Answering questions like these can help investors figure out if they want to take any action before or after earnings, depending on what happens to the stock.

In an attempt to bring color to these questions, let's look at Apple's valuation and analyze current catalysts driving the underlying business.

Valuation
It's no secret that there is very little growth priced into Apple stock. In fact, trading at just 13 times earnings, it could be argued that Apple's underlying business is priced to simply maintain its current levels of profits over the long haul. Even the broader S&P 500 trades at a considerable premium to Apple at 18 times earnings. 

But is maintaining its bottom line really that easy? After all, Apple's 2013 net income of $37 billion was down from $41.7 billion in 2012. Is this the beginning of the decline of Apple's fundamentals?

Probably not. Without even considering potential catalysts for the company's business, three underlying financial trends point to slow growth going forward.

First, Apple's top line is still growing. The tech giant's 2013 revenue of $170.9 billion, for instance, exceeded the company's 2012 revenue by more than $10 billion. Second, Apple's narrowing gross profit margins seem to have stabilized at about 38%. Finally, Apple's pricing power appears to remain intact, with only nominal declines in the average selling price of the iPhone.

Catalysts
And looking out into the future, two macro trends look like they will serve as growth opportunities for Apple.

First, the smartphone and tablet markets are still growing robustly. In the U.S., for instance, the base of smartphone users grew 24% in 2013, according to ComScore. Tablet users grew by 57%.

iPhone 5s.

Going forward?

"The rapid evolution in mobile usage will only expand," said ComScore marketing insights analyst Adam Lella (via Mobile Marketer).
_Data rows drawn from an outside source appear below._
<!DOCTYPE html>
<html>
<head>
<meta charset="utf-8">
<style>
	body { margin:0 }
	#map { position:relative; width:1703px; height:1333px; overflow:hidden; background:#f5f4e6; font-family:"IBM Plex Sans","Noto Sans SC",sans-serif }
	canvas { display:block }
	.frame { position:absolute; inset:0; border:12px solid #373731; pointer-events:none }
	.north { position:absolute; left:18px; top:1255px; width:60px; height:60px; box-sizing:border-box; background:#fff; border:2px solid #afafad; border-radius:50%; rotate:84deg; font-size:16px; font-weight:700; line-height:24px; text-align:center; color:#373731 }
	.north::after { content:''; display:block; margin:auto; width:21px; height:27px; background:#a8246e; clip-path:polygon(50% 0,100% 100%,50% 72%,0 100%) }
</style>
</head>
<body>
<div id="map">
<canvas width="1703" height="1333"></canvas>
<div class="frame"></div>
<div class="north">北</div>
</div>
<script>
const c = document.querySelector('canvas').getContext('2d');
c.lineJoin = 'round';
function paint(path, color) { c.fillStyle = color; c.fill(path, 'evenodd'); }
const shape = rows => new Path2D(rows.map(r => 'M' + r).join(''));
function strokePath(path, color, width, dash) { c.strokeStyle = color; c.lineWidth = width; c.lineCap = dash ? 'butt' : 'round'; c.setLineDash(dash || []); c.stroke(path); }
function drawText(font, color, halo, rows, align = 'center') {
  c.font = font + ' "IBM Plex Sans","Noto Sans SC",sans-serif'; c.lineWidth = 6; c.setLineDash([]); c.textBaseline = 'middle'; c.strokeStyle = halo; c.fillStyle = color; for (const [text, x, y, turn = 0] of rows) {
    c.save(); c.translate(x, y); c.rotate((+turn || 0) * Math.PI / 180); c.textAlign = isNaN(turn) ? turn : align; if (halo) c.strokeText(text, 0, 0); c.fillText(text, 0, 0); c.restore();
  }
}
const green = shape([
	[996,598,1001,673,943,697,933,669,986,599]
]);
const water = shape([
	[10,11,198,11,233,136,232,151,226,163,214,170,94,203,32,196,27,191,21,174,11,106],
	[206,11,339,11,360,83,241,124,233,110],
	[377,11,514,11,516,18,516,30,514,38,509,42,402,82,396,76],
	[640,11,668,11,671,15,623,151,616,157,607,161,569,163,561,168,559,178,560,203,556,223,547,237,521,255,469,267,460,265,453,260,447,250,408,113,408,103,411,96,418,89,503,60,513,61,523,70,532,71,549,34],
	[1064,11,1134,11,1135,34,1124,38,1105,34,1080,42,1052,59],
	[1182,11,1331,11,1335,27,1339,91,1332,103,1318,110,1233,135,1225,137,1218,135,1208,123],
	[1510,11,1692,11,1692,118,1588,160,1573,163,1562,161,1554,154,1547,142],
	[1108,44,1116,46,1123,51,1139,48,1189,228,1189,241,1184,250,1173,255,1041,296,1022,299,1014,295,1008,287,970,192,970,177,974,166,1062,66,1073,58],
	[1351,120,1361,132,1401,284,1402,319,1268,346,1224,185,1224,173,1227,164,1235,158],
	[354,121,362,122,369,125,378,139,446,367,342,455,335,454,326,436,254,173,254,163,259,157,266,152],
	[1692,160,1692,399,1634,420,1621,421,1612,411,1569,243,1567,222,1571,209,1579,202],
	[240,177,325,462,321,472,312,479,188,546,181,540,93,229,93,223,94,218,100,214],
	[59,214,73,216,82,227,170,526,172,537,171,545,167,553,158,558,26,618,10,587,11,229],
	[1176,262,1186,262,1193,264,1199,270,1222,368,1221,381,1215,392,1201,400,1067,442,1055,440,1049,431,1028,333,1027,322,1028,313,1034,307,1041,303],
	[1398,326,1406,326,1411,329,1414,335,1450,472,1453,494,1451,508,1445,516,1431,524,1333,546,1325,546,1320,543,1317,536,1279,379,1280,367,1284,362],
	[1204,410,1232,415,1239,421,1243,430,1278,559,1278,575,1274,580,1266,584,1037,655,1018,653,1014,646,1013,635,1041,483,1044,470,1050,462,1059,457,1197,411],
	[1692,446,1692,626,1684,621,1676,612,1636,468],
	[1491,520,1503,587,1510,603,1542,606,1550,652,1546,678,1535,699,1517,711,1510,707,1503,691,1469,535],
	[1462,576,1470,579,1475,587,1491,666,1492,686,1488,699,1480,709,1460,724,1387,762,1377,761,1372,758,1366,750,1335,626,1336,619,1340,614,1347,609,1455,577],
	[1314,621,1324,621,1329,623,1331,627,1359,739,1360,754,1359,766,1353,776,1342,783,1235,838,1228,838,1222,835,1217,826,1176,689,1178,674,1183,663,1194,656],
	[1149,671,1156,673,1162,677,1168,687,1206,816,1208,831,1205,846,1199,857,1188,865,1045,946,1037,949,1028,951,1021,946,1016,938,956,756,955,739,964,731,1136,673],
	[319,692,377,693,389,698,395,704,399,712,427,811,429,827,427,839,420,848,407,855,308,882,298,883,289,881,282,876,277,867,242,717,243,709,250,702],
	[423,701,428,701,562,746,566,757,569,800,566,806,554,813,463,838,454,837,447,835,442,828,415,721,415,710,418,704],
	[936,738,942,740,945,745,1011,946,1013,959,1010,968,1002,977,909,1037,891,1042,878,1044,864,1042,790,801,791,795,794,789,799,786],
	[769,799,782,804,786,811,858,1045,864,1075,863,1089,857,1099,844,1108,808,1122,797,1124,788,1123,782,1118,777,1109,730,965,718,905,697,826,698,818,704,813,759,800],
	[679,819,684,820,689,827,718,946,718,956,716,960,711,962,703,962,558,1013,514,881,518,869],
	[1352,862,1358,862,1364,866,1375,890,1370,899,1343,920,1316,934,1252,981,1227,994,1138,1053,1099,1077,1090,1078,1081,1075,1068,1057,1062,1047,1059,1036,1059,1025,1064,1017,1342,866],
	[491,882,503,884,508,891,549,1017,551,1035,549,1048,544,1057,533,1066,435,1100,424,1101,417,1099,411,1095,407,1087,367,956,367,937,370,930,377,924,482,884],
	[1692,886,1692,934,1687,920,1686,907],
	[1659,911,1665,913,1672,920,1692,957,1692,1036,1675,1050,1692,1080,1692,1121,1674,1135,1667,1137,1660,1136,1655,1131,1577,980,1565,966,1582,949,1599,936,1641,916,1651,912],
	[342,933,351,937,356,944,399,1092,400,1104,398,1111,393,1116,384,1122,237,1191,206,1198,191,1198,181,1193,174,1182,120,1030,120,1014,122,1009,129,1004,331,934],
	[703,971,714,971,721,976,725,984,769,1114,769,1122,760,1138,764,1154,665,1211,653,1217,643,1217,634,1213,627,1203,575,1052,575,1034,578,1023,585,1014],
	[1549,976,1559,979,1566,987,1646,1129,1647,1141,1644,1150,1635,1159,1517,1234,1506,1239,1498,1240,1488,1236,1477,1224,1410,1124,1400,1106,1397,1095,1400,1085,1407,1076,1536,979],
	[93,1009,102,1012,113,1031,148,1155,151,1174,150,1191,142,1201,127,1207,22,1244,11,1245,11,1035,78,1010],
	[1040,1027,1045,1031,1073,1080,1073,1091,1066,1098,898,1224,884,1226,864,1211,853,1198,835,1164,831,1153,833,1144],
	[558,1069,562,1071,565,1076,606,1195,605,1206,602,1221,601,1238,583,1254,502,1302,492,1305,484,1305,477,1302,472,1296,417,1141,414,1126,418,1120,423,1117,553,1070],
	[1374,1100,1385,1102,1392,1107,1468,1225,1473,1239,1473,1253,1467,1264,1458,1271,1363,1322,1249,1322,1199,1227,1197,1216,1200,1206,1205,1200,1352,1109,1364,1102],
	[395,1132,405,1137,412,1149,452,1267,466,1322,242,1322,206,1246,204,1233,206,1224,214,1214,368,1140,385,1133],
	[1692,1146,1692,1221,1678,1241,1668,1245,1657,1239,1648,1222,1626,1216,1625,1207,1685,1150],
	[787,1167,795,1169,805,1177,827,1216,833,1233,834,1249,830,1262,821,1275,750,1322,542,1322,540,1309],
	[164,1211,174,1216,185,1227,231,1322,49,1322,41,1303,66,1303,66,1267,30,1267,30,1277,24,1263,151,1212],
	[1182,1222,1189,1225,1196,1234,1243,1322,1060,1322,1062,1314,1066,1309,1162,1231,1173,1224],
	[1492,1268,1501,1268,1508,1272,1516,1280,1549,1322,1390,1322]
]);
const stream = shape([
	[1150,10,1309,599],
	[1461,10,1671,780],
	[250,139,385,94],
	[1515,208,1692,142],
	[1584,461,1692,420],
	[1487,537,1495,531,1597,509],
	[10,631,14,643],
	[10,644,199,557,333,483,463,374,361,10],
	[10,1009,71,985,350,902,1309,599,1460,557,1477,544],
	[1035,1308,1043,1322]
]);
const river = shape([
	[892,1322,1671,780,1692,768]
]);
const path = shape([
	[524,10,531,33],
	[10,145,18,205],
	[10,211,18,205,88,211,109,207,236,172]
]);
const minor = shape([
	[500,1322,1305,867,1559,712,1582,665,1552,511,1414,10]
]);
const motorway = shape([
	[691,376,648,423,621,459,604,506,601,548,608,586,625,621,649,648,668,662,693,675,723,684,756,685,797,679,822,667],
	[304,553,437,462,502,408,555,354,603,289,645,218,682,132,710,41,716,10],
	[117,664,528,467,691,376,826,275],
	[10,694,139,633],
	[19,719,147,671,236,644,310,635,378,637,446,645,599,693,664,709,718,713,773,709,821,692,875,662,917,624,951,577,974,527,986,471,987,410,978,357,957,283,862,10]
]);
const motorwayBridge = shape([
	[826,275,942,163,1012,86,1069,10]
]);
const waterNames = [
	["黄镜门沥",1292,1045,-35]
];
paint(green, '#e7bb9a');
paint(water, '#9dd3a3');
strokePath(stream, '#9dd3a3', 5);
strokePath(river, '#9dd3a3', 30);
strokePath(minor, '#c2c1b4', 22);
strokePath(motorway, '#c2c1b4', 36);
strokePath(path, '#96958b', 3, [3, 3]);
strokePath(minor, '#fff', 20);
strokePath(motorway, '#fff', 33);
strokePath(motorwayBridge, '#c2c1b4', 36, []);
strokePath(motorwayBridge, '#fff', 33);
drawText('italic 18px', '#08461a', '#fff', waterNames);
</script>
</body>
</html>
Second, Apple is just getting revved up in China with the world's largest carrier, China Mobile. With Apple only beginning to sell iPhones through the carrier in January, and the carrier's 4G network barely started, China Mobile's 776 million subscribers will likely serve as a market for steady meaningful growth over the next several years.

And if anyone doubts the iPhone's potential in China, they only need to glance at statistics from app analytics firm Umeng, which show that Apple has 80% market share of the 27% of smartphones in China priced at $500 or more.

Apple and Q2 earnings
A conservative valuation combined with meaningful catalysts for continued business growth make Apple stock look enticing. Even more, the risk profile looks so favorable that the stock could even be a buy before earnings.

Sure, neither of these reasons for buying Apple stock is new. In fact, both are somewhat boring. But no matter how uninteresting these reasons for buying Apple stock may be, both are difficult to refute.